Return each line of the data that follows exactly as it reads.
----- Material provided -----
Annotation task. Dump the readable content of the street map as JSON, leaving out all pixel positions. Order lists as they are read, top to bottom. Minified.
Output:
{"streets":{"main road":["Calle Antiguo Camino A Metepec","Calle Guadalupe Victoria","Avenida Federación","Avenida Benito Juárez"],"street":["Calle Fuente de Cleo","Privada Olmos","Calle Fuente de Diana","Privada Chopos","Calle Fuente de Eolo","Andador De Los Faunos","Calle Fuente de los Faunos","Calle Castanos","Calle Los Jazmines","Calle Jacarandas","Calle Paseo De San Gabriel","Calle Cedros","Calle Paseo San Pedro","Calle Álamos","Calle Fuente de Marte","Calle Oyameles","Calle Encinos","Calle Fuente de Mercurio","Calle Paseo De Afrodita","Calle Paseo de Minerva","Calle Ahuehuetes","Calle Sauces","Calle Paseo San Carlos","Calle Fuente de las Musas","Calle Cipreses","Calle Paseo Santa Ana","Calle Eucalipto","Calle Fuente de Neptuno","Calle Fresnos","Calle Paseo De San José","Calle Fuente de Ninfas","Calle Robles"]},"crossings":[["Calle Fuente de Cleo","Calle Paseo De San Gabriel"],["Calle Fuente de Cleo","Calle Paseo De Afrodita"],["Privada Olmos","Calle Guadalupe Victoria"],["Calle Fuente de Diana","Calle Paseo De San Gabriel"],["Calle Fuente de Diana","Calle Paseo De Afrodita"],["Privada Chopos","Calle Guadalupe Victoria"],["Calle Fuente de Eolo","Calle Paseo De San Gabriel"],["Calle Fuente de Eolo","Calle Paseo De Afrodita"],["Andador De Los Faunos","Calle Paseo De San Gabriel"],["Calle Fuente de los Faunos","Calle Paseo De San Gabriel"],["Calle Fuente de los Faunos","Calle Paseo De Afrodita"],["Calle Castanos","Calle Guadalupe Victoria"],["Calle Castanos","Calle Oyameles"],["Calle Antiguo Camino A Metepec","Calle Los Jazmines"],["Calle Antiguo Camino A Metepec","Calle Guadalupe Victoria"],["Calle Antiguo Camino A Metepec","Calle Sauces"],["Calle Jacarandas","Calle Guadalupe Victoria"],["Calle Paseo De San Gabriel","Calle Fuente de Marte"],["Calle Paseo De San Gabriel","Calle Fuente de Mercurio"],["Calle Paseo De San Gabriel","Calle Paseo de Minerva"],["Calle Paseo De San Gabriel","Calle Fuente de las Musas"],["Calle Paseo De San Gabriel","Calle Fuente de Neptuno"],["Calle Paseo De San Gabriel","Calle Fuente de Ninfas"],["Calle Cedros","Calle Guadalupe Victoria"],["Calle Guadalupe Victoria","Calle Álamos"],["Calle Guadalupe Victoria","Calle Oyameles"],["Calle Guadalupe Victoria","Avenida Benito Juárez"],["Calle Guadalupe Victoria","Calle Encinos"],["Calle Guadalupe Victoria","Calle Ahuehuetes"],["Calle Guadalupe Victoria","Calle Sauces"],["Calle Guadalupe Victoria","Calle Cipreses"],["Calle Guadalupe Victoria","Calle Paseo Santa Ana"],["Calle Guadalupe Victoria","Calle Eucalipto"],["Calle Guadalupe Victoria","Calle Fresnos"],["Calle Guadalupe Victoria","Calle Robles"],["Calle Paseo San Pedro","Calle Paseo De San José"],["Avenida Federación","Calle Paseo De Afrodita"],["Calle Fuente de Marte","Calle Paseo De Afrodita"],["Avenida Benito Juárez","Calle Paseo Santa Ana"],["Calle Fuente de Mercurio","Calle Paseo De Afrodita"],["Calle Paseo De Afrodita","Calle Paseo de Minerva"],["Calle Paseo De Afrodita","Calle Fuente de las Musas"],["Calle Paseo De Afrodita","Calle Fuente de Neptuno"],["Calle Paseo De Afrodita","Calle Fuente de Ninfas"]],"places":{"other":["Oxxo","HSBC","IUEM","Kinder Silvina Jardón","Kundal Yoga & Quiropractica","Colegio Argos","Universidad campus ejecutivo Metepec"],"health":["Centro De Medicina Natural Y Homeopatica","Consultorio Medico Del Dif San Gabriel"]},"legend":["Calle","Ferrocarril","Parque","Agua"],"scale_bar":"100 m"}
-----
Response ▸
Annotation task. Dump the readable content of the street map as JSON, leaving out all pixel positions. Order lists as they are read, top to bottom. Minified.
Output:
{"streets":{"main road":["Calle Antiguo Camino A Metepec","Calle Guadalupe Victoria","Avenida Federación","Avenida Benito Juárez"],"street":["Calle Fuente de Cleo","Privada Olmos","Calle Fuente de Diana","Privada Chopos","Calle Fuente de Eolo","Andador De Los Faunos","Calle Fuente de los Faunos","Calle Castanos","Calle Los Jazmines","Calle Jacarandas","Calle Paseo De San Gabriel","Calle Cedros","Calle Paseo San Pedro","Calle Álamos","Calle Fuente de Marte","Calle Oyameles","Calle Encinos","Calle Fuente de Mercurio","Calle Paseo De Afrodita","Calle Paseo de Minerva","Calle Ahuehuetes","Calle Sauces","Calle Paseo San Carlos","Calle Fuente de las Musas","Calle Cipreses","Calle Paseo Santa Ana","Calle Eucalipto","Calle Fuente de Neptuno","Calle Fresnos","Calle Paseo De San José","Calle Fuente de Ninfas","Calle Robles"]},"crossings":[["Calle Fuente de Cleo","Calle Paseo De San Gabriel"],["Calle Fuente de Cleo","Calle Paseo De Afrodita"],["Privada Olmos","Calle Guadalupe Victoria"],["Calle Fuente de Diana","Calle Paseo De San Gabriel"],["Calle Fuente de Diana","Calle Paseo De Afrodita"],["Privada Chopos","Calle Guadalupe Victoria"],["Calle Fuente de Eolo","Calle Paseo De San Gabriel"],["Calle Fuente de Eolo","Calle Paseo De Afrodita"],["Andador De Los Faunos","Calle Paseo De San Gabriel"],["Calle Fuente de los Faunos","Calle Paseo De San Gabriel"],["Calle Fuente de los Faunos","Calle Paseo De Afrodita"],["Calle Castanos","Calle Guadalupe Victoria"],["Calle Castanos","Calle Oyameles"],["Calle Antiguo Camino A Metepec","Calle Los Jazmines"],["Calle Antiguo Camino A Metepec","Calle Guadalupe Victoria"],["Calle Antiguo Camino A Metepec","Calle Sauces"],["Calle Jacarandas","Calle Guadalupe Victoria"],["Calle Paseo De San Gabriel","Calle Fuente de Marte"],["Calle Paseo De San Gabriel","Calle Fuente de Mercurio"],["Calle Paseo De San Gabriel","Calle Paseo de Minerva"],["Calle Paseo De San Gabriel","Calle Fuente de las Musas"],["Calle Paseo De San Gabriel","Calle Fuente de Neptuno"],["Calle Paseo De San Gabriel","Calle Fuente de Ninfas"],["Calle Cedros","Calle Guadalupe Victoria"],["Calle Guadalupe Victoria","Calle Álamos"],["Calle Guadalupe Victoria","Calle Oyameles"],["Calle Guadalupe Victoria","Avenida Benito Juárez"],["Calle Guadalupe Victoria","Calle Encinos"],["Calle Guadalupe Victoria","Calle Ahuehuetes"],["Calle Guadalupe Victoria","Calle Sauces"],["Calle Guadalupe Victoria","Calle Cipreses"],["Calle Guadalupe Victoria","Calle Paseo Santa Ana"],["Calle Guadalupe Victoria","Calle Eucalipto"],["Calle Guadalupe Victoria","Calle Fresnos"],["Calle Guadalupe Victoria","Calle Robles"],["Calle Paseo San Pedro","Calle Paseo De San José"],["Avenida Federación","Calle Paseo De Afrodita"],["Calle Fuente de Marte","Calle Paseo De Afrodita"],["Avenida Benito Juárez","Calle Paseo Santa Ana"],["Calle Fuente de Mercurio","Calle Paseo De Afrodita"],["Calle Paseo De Afrodita","Calle Paseo de Minerva"],["Calle Paseo De Afrodita","Calle Fuente de las Musas"],["Calle Paseo De Afrodita","Calle Fuente de Neptuno"],["Calle Paseo De Afrodita","Calle Fuente de Ninfas"]],"places":{"other":["Oxxo","HSBC","IUEM","Kinder Silvina Jardón","Kundal Yoga & Quiropractica","Colegio Argos","Universidad campus ejecutivo Metepec"],"health":["Centro De Medicina Natural Y Homeopatica","Consultorio Medico Del Dif San Gabriel"]},"legend":["Calle","Ferrocarril","Parque","Agua"],"scale_bar":"100 m"}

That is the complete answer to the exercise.